Top 10 Best-Shot Films of 1998-2008 All Shot on Kodak Film

A recent online poll conducted by American Cinematographer (AC) magazine, revealed the top 10 films of 1998-2008 were all produced on Kodak film.

Jean-Pierre Jeunet's Amélie, shot by Bruno Delbonnel, ASC, AFC, was ranked number one.
"This is a real honor for me, especially considering the other movies in this list," says Delbonnel. "These are some of the finest cinematographers, and I'm not sure I deserve to be among them, but I am very happy to be. They are all explorers."

The poll is a follow-up to one published in 1999 by AC, in honor of the American Society of Cinematographers' 80th anniversary; that vote covered the best-shot movies of 1894-1997 (www.theasc.com/magazine/mar99/best/index.htm). For the new poll, AC asked its international audience of subscribers to nominate 10 films released between 1998 and 2008 that they believed had the best cinematography. A final ballot listing the 50 most popular nominees was then posted on the ASC website (www.theasc.com), and the final vote was open to the public.

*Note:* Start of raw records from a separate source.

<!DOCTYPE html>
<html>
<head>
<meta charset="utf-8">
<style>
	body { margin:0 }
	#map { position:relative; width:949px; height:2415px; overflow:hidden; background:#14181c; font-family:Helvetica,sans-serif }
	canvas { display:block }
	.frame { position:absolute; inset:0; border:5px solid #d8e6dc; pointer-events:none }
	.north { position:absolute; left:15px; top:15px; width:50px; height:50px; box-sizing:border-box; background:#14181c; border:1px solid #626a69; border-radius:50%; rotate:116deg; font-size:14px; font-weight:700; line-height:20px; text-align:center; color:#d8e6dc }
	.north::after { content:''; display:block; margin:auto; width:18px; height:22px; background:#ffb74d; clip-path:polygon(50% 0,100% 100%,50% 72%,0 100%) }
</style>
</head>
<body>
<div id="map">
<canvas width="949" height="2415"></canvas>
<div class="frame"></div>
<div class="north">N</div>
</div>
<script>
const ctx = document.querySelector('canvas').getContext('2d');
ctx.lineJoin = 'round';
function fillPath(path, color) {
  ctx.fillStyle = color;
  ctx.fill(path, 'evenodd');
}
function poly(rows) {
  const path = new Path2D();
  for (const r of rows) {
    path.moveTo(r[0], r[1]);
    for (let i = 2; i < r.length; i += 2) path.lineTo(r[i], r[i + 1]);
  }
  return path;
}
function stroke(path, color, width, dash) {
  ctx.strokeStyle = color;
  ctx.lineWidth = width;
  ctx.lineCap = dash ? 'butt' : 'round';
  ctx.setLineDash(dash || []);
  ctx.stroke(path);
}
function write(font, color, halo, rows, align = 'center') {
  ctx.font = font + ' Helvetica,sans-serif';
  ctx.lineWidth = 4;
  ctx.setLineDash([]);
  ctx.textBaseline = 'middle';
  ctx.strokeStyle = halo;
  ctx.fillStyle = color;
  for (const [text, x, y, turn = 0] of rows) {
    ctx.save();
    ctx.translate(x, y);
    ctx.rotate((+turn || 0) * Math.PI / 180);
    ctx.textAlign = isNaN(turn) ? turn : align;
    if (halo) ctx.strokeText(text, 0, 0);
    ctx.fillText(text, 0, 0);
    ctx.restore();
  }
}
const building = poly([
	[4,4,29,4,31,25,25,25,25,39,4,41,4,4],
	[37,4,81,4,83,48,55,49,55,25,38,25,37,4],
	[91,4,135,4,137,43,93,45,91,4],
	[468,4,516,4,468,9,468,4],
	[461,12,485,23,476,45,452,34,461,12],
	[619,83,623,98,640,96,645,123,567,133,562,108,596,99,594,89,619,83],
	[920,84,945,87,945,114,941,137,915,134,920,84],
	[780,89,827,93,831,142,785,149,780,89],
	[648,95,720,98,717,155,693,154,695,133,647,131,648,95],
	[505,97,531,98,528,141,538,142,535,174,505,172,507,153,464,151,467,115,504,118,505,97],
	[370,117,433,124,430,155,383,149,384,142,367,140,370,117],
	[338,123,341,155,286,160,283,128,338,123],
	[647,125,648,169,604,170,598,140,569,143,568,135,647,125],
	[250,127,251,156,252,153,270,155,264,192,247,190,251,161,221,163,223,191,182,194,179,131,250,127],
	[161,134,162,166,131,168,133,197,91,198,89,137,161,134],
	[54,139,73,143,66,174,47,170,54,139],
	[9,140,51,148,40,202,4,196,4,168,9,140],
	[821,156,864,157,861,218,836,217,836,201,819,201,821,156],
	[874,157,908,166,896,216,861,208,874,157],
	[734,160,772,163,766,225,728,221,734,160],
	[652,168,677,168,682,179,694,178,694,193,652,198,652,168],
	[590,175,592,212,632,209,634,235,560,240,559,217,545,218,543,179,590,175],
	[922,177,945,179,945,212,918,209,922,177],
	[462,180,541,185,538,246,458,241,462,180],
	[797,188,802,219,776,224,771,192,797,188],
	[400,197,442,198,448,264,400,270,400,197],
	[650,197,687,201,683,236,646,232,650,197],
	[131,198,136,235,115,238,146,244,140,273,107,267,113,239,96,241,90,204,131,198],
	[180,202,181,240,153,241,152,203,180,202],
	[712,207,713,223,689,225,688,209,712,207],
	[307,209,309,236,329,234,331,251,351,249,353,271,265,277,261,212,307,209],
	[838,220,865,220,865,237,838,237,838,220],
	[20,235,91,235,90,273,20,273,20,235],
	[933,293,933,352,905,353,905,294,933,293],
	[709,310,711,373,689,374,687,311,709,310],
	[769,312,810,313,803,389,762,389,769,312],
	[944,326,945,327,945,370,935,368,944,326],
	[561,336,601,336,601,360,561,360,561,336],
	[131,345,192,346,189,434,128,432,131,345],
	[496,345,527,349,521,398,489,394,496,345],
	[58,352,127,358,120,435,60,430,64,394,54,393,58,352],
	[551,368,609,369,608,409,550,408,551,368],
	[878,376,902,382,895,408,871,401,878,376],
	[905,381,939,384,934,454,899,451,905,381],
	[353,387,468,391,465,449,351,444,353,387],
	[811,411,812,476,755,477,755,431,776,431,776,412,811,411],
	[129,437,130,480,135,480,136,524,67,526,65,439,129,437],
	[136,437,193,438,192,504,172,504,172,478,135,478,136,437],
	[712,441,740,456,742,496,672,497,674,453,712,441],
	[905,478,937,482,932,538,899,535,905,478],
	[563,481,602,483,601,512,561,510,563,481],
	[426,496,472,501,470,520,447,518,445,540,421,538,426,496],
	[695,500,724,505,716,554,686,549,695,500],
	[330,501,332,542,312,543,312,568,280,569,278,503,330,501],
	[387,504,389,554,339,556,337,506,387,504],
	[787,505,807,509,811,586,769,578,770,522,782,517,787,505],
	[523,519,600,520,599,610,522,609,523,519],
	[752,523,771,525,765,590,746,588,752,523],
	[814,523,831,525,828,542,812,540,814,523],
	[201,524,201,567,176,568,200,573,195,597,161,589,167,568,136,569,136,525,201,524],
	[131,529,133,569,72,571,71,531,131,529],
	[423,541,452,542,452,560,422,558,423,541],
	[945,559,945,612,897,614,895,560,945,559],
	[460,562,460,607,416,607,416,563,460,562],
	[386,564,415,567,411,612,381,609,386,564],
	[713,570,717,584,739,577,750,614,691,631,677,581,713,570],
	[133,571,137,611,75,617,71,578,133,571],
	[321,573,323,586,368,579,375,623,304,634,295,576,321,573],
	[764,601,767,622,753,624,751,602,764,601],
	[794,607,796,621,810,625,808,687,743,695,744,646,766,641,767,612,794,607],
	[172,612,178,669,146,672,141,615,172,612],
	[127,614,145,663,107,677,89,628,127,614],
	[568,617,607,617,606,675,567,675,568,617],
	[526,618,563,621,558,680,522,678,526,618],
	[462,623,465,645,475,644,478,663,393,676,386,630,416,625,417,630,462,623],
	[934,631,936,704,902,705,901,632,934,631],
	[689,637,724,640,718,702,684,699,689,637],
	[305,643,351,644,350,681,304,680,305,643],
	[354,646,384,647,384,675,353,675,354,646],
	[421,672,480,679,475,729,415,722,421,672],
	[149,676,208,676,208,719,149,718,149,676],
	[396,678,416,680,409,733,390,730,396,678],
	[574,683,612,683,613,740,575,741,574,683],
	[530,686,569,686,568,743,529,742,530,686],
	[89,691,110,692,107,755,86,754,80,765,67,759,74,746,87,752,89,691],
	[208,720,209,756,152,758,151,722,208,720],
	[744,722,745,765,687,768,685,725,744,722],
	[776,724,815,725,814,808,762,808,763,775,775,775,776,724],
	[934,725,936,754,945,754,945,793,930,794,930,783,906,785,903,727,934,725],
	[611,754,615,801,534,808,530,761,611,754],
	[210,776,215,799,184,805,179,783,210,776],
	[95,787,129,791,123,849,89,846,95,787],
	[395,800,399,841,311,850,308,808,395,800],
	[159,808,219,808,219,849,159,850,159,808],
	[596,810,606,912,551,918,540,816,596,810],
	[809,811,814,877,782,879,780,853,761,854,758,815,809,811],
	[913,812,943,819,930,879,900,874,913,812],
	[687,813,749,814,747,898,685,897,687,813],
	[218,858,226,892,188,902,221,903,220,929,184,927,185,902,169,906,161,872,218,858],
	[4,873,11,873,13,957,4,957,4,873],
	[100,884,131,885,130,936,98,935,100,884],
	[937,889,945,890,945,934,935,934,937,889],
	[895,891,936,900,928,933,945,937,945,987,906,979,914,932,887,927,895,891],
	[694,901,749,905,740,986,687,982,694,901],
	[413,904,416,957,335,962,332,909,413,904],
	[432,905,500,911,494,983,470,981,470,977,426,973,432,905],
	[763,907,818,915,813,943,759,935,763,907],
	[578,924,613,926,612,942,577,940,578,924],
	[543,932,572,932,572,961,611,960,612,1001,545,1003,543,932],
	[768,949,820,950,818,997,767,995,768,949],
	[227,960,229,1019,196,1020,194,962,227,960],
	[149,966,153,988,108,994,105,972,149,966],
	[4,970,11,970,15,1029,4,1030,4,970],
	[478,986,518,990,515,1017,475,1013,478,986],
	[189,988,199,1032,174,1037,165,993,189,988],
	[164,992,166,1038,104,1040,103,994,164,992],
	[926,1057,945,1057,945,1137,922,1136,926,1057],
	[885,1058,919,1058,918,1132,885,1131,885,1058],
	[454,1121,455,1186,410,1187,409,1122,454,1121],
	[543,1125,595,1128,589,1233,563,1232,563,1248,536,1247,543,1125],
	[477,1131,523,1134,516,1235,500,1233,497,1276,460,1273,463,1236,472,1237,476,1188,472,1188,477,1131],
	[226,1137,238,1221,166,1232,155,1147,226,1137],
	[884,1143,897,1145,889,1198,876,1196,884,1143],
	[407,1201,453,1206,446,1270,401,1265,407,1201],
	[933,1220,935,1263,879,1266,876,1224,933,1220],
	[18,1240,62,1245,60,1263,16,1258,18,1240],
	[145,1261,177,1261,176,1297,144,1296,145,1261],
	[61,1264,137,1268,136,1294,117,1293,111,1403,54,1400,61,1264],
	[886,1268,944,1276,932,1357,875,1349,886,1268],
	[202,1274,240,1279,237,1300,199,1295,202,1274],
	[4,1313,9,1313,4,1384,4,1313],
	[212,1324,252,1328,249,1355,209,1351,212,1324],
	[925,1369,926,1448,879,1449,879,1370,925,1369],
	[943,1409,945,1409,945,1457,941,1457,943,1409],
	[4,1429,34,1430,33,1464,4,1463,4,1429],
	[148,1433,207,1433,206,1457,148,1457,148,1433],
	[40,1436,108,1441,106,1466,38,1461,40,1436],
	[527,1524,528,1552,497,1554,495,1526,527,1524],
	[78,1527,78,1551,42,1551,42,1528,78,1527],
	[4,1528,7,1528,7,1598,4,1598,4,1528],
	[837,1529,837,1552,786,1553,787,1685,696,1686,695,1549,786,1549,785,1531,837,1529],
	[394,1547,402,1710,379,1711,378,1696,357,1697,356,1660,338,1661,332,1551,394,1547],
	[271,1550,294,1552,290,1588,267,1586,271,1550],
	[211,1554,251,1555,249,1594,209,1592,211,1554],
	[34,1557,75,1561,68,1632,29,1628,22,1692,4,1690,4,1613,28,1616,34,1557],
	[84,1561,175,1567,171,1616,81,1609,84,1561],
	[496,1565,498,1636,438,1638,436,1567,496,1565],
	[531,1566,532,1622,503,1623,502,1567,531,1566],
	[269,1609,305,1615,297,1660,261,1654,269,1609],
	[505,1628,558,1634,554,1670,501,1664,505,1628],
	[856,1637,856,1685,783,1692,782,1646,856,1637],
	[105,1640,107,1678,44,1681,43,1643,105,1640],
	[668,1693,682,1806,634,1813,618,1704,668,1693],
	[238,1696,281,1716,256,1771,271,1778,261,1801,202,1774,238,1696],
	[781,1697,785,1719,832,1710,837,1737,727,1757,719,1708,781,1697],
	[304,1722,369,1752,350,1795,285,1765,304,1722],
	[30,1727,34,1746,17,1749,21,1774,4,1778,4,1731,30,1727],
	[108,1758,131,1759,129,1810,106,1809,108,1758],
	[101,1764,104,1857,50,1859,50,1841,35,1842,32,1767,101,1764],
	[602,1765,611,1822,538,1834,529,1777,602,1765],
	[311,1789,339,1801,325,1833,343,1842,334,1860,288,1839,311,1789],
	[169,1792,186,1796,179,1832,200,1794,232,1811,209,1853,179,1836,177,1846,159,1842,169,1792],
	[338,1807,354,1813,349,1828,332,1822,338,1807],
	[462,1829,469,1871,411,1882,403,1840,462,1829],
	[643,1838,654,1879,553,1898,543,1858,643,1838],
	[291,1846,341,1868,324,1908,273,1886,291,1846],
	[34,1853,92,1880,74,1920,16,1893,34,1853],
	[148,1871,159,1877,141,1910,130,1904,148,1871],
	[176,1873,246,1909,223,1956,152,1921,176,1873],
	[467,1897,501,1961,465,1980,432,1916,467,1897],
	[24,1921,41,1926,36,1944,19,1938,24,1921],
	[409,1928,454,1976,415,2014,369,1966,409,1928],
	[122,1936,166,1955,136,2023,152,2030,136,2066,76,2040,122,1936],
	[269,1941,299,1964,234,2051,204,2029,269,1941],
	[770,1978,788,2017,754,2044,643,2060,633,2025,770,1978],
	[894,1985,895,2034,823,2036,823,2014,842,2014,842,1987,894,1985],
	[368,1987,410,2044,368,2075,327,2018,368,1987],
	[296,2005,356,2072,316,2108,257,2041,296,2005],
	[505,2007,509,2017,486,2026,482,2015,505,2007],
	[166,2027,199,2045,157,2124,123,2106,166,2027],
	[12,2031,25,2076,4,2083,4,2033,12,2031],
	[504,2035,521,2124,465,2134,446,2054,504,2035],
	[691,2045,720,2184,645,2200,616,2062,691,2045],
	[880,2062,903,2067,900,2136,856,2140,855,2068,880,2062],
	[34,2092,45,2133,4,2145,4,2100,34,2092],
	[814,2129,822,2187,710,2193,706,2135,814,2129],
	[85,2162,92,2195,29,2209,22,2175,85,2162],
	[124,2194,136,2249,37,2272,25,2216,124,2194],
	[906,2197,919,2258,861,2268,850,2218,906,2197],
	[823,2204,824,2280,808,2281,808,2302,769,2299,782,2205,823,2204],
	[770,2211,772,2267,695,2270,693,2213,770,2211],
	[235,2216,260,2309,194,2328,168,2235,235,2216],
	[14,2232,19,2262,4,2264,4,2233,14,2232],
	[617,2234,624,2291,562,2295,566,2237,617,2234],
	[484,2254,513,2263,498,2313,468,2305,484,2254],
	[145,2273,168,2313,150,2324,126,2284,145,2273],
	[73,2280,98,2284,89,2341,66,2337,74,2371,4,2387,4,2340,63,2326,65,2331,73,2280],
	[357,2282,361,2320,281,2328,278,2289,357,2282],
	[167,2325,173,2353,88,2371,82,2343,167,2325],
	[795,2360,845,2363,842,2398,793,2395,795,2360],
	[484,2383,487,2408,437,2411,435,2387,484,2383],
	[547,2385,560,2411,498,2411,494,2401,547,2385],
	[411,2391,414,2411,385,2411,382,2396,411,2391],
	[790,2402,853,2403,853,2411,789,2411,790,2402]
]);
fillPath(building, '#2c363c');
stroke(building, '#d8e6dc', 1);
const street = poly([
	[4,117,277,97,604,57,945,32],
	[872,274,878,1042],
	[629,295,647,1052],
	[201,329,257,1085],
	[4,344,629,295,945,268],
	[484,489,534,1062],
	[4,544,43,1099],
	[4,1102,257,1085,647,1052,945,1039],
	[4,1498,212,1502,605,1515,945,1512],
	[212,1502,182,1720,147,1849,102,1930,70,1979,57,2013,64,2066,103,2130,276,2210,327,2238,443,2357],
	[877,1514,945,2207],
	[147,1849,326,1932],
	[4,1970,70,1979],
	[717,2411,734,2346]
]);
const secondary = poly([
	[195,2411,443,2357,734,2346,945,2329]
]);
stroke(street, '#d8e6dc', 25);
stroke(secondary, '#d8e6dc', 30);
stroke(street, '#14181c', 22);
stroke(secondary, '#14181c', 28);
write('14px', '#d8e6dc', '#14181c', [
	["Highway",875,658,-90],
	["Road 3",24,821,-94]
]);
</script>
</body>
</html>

More than 17,000 people around the world participated. The Top 10 results are:

  1. Amélie: Bruno Delbonnel, ASC, AFC (2001)
  2. Children of Men: Emmanuel Lubezki, ASC, AMC (2006)
  3. Saving Private Ryan: Janusz Kaminski (1998)
  4. There Will Be Blood: Robert Elswit, ASC (2007)
  5. No Country for Old Men: Roger Deakins, ASC, BSC (2007)
  6. Fight Club: Jeff Cronenweth, ASC (1999)
  7. The Dark Knight: Wally Pfister, ASC (2008)
  8. Road to Perdition: Conrad L. Hall, ASC (2002)
  9. Cidade de Deus (City of God): César Charlone, ABC (2002)
  10. American Beauty: Conrad L. Hall, ASC (1999)

"The wealth of great cinematography during this 10-year period was truly staggering, and the variety and scope of this Top 10 is the tip of the iceberg," says Michael Goi, president of the American Society of Cinematographers. "What's immediately evident is how international the craft of cinematography truly is, and how the ASC embraces these artists as its members, regardless of their geographical locations or the budgets they work with. It's all about the power of the moving image to tell stories."

American Cinematographer magazine will publish a feature about the Top 10 films in its August issue.